#### [Work item]
Retrieve every line of the data holding the word "South".

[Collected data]
——————
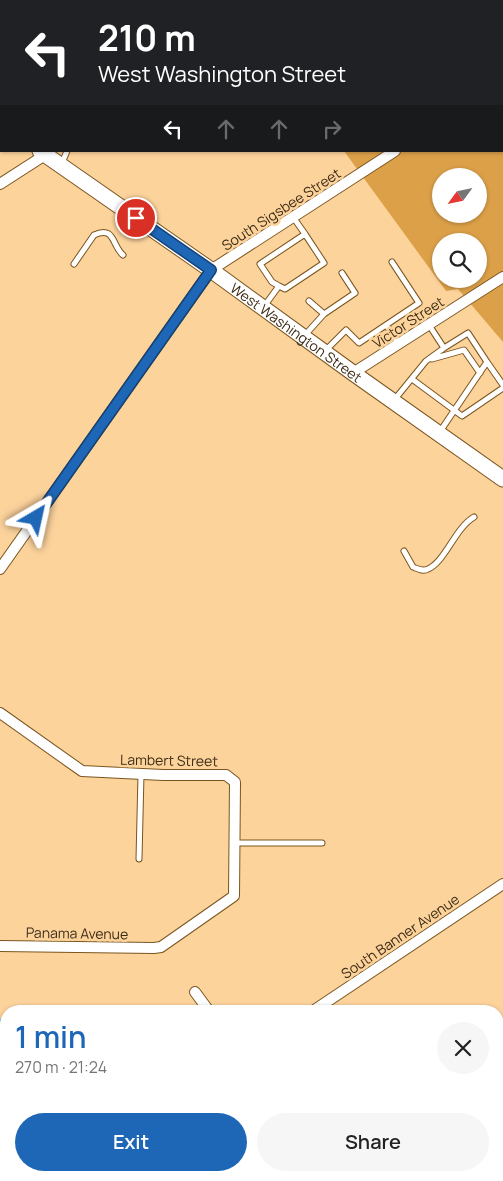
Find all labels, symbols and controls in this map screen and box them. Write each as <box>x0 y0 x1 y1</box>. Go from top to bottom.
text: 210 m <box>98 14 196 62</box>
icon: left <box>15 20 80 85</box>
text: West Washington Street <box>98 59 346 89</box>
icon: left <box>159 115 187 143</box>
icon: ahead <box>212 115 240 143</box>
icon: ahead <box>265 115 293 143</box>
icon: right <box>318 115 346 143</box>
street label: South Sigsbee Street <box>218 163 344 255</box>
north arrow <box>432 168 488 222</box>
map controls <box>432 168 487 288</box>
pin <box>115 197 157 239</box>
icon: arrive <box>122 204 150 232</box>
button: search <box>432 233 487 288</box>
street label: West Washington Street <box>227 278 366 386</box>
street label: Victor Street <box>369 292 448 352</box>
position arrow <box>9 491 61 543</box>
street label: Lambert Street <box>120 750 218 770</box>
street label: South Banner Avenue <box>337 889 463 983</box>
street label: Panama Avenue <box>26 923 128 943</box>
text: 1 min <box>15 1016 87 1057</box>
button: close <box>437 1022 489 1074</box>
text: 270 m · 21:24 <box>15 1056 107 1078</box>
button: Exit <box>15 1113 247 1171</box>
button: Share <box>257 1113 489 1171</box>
——————
#### [Result]
street label: South Sigsbee Street <box>218 163 344 255</box>
street label: South Banner Avenue <box>337 889 463 983</box>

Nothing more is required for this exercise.